> [Your goal]: What lines in this listing contain the string "length"? Report each one by copying it.

> [Data for analysis]:
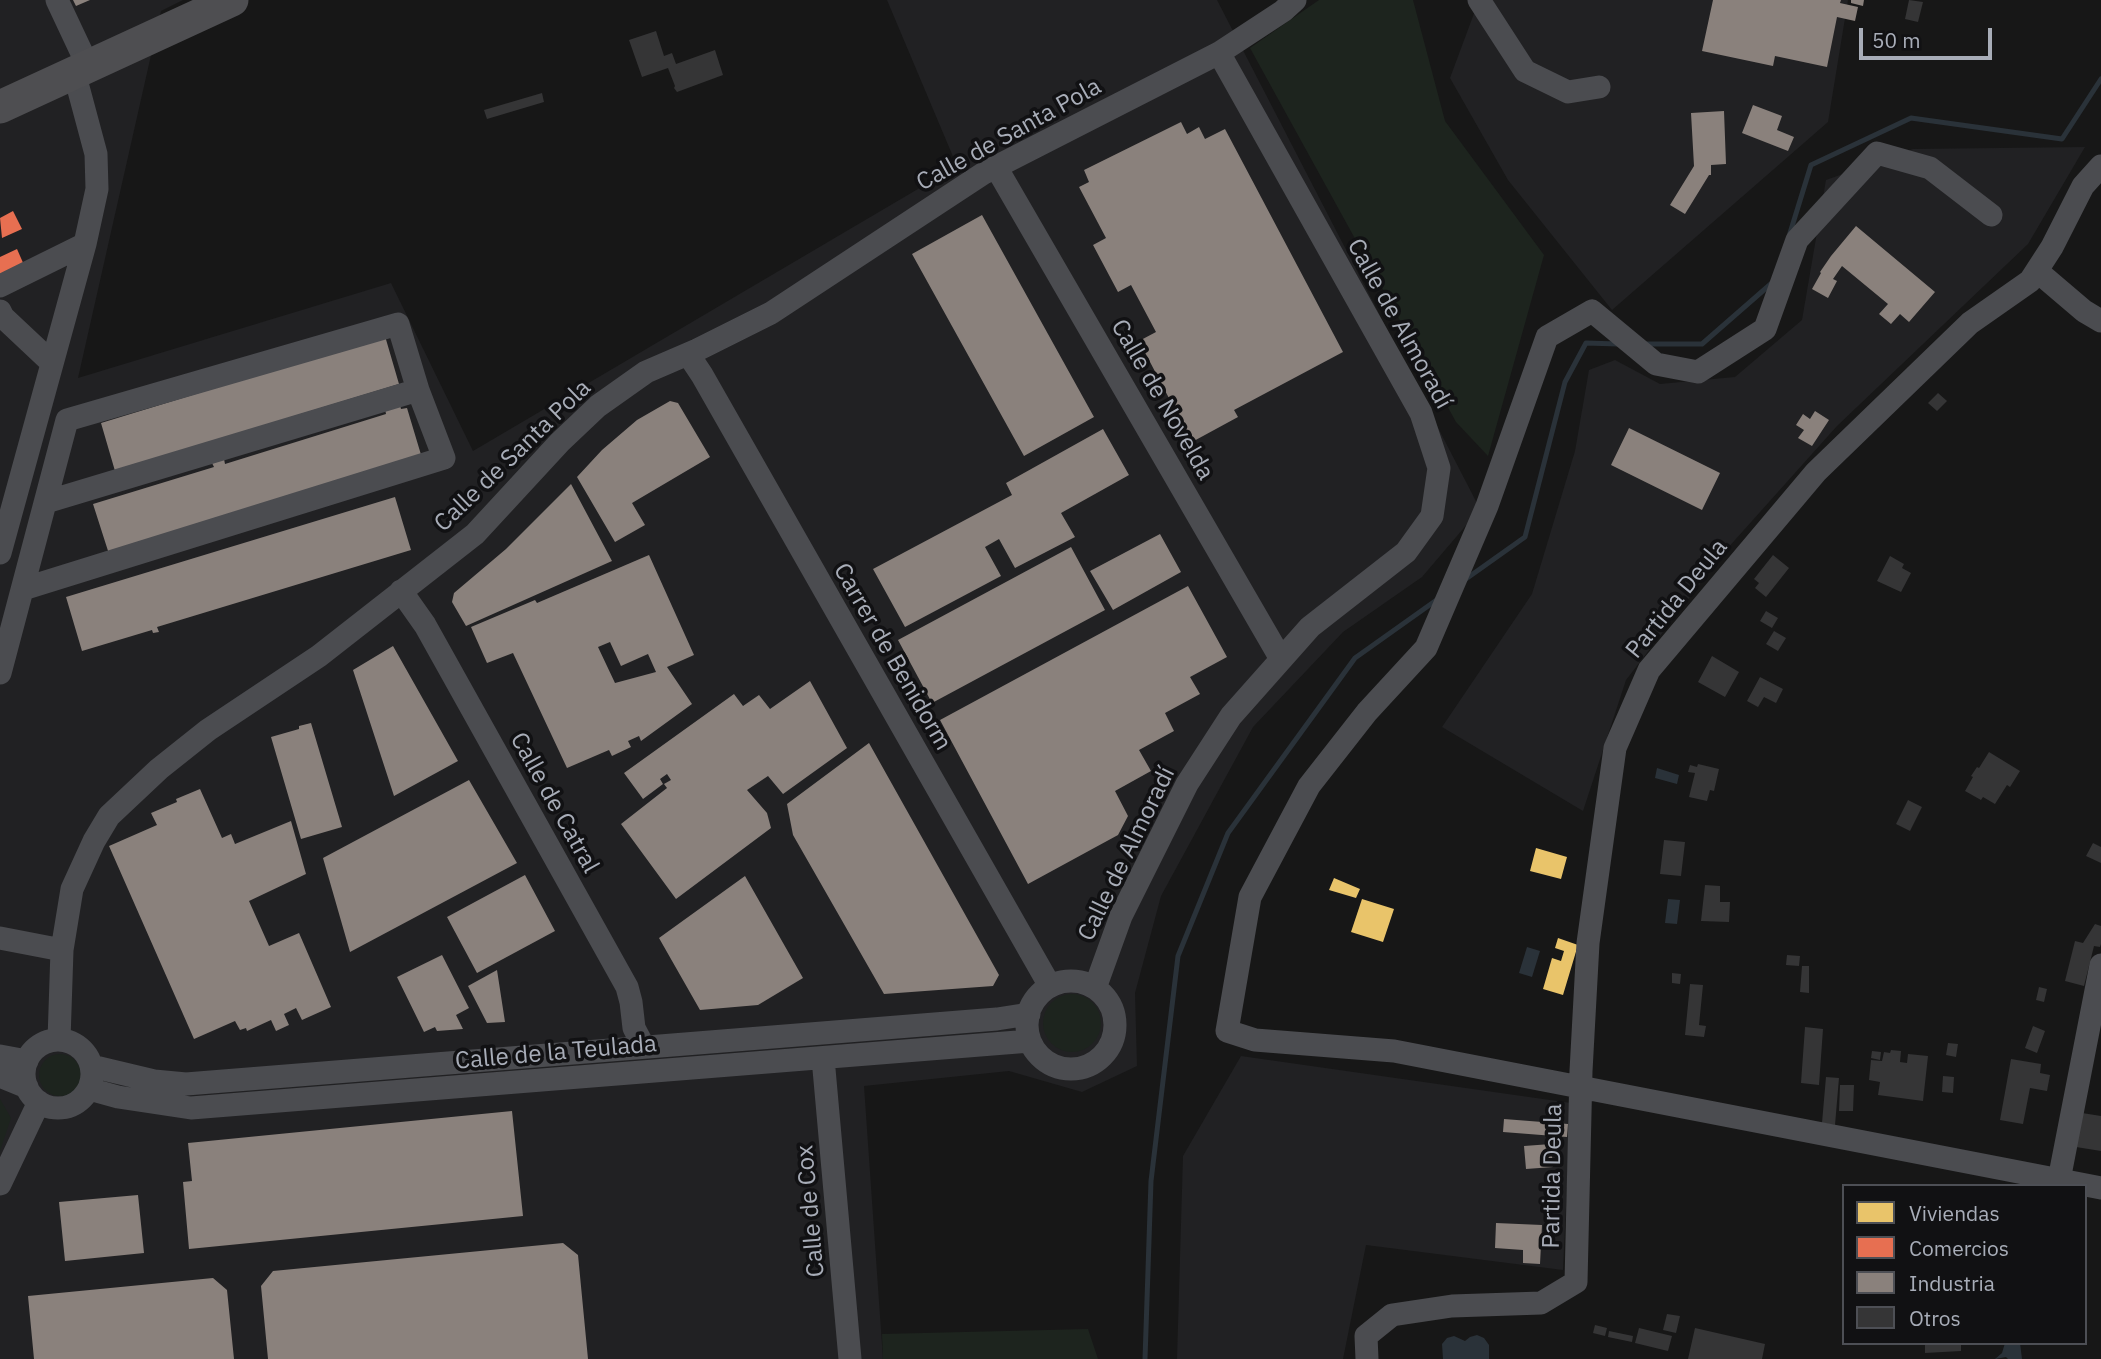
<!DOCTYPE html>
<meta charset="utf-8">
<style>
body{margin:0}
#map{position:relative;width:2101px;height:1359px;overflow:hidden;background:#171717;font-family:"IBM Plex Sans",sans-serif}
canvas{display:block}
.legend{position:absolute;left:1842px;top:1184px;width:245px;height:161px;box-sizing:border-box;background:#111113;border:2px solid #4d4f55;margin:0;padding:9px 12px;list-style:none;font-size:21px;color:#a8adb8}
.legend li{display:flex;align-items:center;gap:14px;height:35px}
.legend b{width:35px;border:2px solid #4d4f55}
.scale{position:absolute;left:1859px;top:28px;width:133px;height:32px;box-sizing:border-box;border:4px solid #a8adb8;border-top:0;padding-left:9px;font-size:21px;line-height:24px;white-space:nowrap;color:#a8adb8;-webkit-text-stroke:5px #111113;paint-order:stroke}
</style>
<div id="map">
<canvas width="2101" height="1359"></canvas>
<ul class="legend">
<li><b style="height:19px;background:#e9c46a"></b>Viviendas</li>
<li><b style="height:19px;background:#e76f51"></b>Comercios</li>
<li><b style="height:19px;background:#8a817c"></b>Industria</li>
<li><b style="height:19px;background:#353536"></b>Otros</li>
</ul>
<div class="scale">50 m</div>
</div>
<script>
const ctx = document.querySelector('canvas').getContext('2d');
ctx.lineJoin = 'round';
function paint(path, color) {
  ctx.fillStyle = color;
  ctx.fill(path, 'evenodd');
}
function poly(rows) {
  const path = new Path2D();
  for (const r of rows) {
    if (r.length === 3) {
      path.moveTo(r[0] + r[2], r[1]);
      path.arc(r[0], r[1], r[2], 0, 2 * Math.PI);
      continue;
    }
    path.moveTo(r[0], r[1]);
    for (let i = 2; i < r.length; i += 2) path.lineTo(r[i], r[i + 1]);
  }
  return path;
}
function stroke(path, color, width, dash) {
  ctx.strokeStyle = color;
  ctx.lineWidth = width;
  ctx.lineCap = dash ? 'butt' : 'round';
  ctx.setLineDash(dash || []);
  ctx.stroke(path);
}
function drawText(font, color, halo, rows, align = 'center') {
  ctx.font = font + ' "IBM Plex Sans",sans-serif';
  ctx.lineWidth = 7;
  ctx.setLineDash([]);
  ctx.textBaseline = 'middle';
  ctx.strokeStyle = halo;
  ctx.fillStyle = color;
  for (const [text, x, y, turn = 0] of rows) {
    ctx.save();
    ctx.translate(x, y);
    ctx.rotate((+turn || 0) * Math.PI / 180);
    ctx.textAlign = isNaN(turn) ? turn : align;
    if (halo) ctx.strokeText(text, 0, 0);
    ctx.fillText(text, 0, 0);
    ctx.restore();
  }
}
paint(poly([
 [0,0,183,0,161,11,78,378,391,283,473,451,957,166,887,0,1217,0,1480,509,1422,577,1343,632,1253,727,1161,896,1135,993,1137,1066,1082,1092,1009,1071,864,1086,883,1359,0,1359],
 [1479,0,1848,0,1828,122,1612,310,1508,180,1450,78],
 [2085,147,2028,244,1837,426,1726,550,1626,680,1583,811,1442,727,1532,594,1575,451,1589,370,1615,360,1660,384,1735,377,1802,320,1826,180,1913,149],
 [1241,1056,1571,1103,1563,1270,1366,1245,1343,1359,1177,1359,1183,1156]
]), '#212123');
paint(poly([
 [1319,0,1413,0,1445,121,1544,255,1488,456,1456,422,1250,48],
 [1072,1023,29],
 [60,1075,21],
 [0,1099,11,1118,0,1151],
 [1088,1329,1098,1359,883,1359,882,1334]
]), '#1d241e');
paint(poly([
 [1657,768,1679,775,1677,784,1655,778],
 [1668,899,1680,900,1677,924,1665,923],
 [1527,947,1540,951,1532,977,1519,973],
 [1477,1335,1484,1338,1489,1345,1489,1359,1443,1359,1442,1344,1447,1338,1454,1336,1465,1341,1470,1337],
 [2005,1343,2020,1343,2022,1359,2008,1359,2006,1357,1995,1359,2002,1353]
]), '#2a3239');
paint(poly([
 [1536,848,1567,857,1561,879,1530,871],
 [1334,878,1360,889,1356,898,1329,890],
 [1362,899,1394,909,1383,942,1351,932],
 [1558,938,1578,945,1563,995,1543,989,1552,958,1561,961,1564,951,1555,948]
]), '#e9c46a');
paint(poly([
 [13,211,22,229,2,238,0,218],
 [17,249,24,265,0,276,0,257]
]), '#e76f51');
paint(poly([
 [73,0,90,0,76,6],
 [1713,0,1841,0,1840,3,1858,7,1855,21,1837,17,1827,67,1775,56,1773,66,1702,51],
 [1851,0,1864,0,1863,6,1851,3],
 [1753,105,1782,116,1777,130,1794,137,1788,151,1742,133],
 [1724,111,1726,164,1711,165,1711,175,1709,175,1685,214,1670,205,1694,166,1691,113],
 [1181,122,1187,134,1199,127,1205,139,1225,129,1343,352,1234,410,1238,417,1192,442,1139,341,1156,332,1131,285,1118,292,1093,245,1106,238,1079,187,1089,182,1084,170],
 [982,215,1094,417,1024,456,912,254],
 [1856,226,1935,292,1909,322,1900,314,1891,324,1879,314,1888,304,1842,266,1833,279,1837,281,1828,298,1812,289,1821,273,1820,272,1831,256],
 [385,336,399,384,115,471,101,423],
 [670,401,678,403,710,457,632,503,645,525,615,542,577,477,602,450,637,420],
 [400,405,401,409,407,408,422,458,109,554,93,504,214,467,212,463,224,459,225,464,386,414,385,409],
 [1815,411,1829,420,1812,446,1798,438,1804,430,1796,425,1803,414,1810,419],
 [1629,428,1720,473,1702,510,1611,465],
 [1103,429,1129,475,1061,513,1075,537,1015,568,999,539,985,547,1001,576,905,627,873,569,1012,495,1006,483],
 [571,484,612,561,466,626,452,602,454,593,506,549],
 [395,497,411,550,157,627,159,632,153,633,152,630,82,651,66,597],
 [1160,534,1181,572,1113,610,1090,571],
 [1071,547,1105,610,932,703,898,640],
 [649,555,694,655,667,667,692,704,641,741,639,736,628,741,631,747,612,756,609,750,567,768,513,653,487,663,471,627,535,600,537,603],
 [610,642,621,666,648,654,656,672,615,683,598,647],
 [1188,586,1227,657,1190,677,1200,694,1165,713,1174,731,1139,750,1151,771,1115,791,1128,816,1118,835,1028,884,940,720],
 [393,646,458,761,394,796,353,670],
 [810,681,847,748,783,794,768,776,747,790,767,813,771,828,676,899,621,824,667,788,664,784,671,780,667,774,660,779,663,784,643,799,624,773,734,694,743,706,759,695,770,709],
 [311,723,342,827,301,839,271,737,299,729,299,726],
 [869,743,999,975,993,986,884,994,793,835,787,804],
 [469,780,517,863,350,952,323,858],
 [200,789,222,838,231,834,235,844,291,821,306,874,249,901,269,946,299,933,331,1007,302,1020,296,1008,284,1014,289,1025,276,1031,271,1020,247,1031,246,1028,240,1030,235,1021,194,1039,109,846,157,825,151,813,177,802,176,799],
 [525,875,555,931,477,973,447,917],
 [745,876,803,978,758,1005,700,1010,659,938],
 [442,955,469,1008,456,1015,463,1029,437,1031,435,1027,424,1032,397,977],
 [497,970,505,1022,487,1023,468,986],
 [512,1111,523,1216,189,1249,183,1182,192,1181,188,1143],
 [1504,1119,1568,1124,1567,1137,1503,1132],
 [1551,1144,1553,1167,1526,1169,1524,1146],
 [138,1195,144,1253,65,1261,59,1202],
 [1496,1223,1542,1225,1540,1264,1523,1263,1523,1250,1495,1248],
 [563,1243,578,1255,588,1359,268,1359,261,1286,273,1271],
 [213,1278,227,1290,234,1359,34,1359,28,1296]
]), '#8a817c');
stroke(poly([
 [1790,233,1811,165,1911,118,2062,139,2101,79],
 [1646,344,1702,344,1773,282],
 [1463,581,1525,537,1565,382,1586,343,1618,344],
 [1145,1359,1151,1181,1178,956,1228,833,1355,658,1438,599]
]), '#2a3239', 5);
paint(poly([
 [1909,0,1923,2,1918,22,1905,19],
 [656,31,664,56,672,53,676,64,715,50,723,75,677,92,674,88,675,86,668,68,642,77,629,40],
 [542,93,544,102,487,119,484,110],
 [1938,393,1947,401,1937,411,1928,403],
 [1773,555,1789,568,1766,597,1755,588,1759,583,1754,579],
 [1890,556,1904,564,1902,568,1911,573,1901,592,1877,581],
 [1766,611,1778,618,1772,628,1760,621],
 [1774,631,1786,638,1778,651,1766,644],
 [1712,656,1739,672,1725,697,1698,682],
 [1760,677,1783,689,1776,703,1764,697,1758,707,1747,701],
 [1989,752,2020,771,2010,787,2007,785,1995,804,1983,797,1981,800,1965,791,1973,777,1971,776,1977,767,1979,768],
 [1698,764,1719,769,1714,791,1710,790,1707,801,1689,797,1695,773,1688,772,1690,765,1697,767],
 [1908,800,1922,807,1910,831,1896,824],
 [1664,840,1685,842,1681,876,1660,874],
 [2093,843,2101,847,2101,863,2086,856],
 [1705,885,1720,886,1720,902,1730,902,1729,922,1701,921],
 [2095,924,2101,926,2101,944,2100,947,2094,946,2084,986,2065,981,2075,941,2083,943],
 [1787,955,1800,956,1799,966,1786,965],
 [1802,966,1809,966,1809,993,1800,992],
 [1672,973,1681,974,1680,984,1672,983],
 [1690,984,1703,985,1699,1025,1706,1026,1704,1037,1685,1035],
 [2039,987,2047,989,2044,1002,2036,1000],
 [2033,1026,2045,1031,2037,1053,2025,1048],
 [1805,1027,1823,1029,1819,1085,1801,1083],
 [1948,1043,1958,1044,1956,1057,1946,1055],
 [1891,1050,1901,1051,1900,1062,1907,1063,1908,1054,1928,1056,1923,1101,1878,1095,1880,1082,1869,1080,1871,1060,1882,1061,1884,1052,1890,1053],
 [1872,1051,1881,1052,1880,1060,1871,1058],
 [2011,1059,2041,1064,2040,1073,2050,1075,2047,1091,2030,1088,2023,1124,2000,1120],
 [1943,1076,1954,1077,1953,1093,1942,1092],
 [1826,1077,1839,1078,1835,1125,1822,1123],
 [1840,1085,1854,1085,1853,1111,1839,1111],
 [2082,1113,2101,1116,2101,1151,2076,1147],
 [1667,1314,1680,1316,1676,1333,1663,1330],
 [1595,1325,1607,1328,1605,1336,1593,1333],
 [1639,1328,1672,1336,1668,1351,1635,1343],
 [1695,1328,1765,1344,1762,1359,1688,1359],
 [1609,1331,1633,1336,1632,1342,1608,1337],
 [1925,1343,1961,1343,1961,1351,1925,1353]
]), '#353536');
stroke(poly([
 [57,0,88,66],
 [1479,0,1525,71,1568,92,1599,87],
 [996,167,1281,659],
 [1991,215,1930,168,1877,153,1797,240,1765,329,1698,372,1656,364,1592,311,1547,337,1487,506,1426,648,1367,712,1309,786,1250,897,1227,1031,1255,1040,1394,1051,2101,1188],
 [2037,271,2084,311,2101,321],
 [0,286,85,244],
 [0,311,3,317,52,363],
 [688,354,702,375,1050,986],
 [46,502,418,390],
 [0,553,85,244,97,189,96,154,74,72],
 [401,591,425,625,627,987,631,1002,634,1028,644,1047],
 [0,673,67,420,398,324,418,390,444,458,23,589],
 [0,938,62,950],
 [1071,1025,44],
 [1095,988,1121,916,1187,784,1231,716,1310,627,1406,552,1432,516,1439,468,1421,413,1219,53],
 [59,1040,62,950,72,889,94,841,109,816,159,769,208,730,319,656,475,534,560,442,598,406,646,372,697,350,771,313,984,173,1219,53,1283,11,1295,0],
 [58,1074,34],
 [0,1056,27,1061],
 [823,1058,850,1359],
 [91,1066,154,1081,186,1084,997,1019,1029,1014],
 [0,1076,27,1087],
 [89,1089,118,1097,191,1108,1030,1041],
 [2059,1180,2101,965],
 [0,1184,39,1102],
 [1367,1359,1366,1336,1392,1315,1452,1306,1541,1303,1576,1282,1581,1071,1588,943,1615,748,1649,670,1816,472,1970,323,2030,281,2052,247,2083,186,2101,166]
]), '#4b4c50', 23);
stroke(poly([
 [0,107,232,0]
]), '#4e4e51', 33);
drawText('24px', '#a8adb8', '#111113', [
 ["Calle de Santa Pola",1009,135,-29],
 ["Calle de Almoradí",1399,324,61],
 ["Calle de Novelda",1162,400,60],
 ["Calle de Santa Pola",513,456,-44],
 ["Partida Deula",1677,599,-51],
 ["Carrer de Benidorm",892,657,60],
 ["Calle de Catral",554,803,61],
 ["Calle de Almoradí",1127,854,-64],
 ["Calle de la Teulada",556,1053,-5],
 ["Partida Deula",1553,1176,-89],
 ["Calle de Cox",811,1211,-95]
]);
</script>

> [Answer box]:
    if (r.length === 3) {
    for (let i = 2; i < r.length; i += 2) path.lineTo(r[i], r[i + 1]);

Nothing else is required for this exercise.